**ABOUT THIS EXERCISE**
In the listing below, find the line with "0 #b9bec2) drop-shadow(-2px", then repeat exactly every line from the top through that one.

**DATA IN THIS EXERCISE**

-=-=-=-=-

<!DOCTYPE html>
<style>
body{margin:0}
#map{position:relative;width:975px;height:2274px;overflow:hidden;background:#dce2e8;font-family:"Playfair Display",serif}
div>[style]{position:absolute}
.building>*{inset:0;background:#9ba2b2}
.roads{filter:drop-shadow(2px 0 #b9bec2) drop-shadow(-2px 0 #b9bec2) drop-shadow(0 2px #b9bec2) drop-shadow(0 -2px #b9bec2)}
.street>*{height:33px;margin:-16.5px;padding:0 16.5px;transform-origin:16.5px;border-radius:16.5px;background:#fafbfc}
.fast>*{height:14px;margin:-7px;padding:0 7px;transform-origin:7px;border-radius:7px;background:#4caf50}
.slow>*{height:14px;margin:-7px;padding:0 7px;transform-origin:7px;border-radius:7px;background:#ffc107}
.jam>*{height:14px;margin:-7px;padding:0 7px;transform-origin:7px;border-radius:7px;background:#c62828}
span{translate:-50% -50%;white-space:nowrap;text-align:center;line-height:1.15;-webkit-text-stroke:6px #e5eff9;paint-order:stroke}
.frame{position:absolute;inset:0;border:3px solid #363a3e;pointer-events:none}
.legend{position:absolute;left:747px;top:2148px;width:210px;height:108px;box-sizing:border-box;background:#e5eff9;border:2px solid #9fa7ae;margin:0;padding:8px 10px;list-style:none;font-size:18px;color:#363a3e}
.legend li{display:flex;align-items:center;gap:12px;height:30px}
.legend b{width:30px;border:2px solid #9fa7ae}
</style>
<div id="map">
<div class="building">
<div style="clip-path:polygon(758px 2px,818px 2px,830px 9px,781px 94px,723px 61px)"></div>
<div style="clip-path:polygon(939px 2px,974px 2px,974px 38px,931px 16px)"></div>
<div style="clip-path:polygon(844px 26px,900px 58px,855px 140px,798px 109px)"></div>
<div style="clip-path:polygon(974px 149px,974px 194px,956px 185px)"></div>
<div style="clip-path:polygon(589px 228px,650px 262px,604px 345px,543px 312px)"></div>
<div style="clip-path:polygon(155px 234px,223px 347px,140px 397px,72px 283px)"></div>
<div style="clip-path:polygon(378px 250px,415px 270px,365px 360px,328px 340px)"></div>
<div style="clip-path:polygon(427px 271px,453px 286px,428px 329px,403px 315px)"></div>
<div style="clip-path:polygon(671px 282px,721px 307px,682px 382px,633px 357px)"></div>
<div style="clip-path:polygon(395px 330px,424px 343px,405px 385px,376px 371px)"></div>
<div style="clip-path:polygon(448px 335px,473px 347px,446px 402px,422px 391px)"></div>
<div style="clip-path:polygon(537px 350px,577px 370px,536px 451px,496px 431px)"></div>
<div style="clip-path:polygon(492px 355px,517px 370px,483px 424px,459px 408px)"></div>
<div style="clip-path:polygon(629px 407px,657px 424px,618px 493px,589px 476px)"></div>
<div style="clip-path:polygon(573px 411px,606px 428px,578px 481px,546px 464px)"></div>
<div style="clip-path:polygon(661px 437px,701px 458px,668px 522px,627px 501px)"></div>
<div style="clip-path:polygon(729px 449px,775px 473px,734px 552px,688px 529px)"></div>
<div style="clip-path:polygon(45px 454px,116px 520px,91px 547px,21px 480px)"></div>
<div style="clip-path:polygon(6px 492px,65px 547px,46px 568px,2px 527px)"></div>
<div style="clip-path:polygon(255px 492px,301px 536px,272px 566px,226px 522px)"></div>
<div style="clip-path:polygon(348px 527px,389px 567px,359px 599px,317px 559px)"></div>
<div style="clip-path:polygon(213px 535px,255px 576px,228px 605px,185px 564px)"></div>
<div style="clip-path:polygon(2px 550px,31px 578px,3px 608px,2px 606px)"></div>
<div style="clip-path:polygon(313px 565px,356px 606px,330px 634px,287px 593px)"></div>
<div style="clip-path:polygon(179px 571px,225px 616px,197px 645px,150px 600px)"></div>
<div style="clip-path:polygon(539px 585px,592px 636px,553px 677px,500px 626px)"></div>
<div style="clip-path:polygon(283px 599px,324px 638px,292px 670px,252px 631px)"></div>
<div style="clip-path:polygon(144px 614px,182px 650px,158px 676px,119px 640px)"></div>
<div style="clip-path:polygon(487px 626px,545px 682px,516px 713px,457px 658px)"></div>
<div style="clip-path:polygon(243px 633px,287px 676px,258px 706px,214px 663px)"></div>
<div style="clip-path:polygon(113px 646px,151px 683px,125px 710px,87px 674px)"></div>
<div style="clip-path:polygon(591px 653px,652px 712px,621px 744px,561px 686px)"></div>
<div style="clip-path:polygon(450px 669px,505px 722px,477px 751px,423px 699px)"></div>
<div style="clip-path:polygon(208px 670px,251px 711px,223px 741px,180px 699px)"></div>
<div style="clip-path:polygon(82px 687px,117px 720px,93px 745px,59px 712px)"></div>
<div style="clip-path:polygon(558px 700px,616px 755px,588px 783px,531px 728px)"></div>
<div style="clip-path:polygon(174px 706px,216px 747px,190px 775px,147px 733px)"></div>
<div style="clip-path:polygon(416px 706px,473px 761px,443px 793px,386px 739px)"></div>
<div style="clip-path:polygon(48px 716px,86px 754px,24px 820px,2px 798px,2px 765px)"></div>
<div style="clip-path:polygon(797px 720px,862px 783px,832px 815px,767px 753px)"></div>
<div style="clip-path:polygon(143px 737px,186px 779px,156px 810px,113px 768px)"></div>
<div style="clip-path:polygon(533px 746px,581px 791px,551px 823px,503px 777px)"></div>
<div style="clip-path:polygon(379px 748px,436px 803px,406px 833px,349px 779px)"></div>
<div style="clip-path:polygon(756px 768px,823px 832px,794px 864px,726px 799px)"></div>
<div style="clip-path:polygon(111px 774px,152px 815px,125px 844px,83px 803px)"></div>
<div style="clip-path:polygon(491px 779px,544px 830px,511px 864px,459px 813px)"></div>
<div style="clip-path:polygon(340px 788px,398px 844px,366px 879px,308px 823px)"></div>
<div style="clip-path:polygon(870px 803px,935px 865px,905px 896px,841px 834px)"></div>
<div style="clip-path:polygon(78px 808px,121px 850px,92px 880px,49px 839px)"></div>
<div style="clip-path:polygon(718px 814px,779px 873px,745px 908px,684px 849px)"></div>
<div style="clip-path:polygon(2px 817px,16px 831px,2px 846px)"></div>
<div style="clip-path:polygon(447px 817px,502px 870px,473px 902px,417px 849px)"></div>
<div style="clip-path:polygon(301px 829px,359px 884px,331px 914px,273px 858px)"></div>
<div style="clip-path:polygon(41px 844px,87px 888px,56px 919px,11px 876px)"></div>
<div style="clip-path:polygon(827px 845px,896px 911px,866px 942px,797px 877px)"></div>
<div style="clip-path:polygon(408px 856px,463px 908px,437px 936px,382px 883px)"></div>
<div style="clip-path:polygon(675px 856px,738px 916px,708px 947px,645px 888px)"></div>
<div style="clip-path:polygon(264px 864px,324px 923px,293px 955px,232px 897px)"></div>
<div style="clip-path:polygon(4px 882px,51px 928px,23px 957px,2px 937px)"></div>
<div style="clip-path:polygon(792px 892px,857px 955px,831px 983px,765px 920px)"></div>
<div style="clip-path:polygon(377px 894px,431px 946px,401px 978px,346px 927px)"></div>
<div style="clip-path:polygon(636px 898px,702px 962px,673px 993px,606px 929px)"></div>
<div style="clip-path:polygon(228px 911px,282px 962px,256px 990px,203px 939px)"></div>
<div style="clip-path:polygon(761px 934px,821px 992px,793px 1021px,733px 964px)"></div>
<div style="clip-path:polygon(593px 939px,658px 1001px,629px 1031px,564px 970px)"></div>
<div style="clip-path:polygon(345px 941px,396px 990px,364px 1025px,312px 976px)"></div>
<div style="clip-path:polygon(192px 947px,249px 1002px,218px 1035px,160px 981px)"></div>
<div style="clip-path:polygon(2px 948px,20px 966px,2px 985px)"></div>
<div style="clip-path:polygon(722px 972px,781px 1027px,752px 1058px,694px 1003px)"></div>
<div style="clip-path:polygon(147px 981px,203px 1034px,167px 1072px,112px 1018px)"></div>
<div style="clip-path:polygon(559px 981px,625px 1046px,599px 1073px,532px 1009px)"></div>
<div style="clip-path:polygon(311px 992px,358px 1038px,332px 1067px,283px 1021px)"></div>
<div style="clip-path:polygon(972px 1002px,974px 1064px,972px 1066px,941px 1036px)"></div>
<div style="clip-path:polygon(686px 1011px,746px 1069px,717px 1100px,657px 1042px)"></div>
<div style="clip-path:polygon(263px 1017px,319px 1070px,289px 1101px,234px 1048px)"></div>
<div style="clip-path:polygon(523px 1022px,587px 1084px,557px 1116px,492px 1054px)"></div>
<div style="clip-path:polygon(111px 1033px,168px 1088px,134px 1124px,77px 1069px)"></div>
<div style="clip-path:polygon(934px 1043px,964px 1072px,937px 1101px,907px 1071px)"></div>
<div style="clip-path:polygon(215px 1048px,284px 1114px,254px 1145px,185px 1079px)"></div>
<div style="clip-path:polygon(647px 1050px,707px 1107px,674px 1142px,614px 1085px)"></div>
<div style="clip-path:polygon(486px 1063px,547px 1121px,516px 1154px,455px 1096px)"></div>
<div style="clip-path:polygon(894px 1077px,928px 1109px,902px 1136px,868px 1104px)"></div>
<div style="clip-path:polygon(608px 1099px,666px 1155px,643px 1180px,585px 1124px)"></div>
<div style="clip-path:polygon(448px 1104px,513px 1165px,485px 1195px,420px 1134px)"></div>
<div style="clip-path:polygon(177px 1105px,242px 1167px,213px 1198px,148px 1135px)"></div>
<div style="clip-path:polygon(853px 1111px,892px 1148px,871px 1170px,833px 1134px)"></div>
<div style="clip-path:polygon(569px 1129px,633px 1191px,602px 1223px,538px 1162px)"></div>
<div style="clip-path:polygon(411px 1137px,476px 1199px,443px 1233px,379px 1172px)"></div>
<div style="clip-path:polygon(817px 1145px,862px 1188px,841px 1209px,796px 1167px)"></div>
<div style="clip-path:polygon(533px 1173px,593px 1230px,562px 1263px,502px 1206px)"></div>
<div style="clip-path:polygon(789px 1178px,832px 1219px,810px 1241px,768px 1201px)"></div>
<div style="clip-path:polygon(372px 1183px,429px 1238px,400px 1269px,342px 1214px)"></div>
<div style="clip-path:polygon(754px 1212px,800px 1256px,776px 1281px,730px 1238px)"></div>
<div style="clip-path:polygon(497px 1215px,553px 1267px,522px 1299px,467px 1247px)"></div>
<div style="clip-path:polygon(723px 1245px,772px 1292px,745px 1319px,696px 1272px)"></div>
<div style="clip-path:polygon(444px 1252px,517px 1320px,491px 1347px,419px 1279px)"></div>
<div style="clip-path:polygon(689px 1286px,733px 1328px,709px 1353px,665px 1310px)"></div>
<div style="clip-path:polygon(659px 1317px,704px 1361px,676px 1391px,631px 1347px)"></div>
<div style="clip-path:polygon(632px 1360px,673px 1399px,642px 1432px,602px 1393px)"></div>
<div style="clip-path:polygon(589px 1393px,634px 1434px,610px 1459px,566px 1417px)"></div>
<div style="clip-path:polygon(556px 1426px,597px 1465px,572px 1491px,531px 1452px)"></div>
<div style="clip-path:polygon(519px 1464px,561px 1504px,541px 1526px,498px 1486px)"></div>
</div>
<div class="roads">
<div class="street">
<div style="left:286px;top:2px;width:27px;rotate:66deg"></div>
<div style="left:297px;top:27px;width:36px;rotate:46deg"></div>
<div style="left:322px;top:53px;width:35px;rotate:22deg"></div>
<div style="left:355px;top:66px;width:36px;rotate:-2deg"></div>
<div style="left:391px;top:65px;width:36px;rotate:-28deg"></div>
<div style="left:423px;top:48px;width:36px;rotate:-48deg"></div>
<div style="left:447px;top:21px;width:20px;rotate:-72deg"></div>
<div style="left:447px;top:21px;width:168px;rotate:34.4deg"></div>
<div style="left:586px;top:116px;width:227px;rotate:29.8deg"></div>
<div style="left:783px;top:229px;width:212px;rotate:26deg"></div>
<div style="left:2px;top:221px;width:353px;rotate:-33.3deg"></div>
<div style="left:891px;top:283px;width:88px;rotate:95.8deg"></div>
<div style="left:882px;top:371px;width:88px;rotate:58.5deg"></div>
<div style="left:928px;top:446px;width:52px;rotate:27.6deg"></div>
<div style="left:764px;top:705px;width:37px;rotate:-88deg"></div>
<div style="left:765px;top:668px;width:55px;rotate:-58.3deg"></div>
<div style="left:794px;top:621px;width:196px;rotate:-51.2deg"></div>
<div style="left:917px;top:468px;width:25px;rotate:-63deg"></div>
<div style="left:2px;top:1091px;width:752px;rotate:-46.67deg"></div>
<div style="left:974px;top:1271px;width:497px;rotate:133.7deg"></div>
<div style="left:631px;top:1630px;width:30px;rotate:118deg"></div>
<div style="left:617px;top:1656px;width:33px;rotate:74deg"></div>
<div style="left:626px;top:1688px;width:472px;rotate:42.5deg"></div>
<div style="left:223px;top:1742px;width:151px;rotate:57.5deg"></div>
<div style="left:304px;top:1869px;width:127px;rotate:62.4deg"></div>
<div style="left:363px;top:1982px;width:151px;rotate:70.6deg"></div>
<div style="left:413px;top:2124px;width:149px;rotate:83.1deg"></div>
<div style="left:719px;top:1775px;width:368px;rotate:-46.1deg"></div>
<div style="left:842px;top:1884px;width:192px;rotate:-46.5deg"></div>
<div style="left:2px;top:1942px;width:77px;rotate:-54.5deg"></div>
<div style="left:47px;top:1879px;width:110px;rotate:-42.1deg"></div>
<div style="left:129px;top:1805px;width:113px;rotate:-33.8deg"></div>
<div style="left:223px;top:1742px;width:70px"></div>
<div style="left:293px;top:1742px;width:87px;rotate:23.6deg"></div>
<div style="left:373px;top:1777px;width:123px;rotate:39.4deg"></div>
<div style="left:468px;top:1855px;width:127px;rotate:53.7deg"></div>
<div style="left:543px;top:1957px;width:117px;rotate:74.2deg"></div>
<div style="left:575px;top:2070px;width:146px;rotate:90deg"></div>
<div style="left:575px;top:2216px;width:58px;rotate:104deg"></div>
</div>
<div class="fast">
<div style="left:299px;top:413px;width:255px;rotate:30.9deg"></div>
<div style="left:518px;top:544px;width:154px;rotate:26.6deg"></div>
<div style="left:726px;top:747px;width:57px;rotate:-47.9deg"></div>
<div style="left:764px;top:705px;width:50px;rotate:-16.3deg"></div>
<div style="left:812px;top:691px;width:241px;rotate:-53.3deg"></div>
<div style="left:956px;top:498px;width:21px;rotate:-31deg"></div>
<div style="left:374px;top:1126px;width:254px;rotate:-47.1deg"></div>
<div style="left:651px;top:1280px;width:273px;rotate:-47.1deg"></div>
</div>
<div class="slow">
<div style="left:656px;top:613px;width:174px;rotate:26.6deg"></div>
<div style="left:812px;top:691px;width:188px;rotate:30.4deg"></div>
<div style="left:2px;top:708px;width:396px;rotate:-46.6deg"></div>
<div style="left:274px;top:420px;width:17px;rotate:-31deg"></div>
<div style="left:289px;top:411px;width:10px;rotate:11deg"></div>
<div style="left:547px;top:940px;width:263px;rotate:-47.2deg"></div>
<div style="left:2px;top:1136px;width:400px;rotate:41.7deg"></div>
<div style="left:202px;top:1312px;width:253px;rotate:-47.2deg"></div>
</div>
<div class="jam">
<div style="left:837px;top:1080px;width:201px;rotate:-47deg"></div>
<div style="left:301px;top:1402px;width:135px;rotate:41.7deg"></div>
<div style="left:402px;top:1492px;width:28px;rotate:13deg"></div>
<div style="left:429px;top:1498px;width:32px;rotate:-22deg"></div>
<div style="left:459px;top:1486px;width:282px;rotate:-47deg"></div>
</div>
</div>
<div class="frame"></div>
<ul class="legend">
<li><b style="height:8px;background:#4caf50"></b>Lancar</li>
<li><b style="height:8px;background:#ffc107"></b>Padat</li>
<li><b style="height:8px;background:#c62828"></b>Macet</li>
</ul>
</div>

-=-=-=-=-

**TASK ANSWER**
<!DOCTYPE html>
<style>
body{margin:0}
#map{position:relative;width:975px;height:2274px;overflow:hidden;background:#dce2e8;font-family:"Playfair Display",serif}
div>[style]{position:absolute}
.building>*{inset:0;background:#9ba2b2}
.roads{filter:drop-shadow(2px 0 #b9bec2) drop-shadow(-2px 0 #b9bec2) drop-shadow(0 2px #b9bec2) drop-shadow(0 -2px #b9bec2)}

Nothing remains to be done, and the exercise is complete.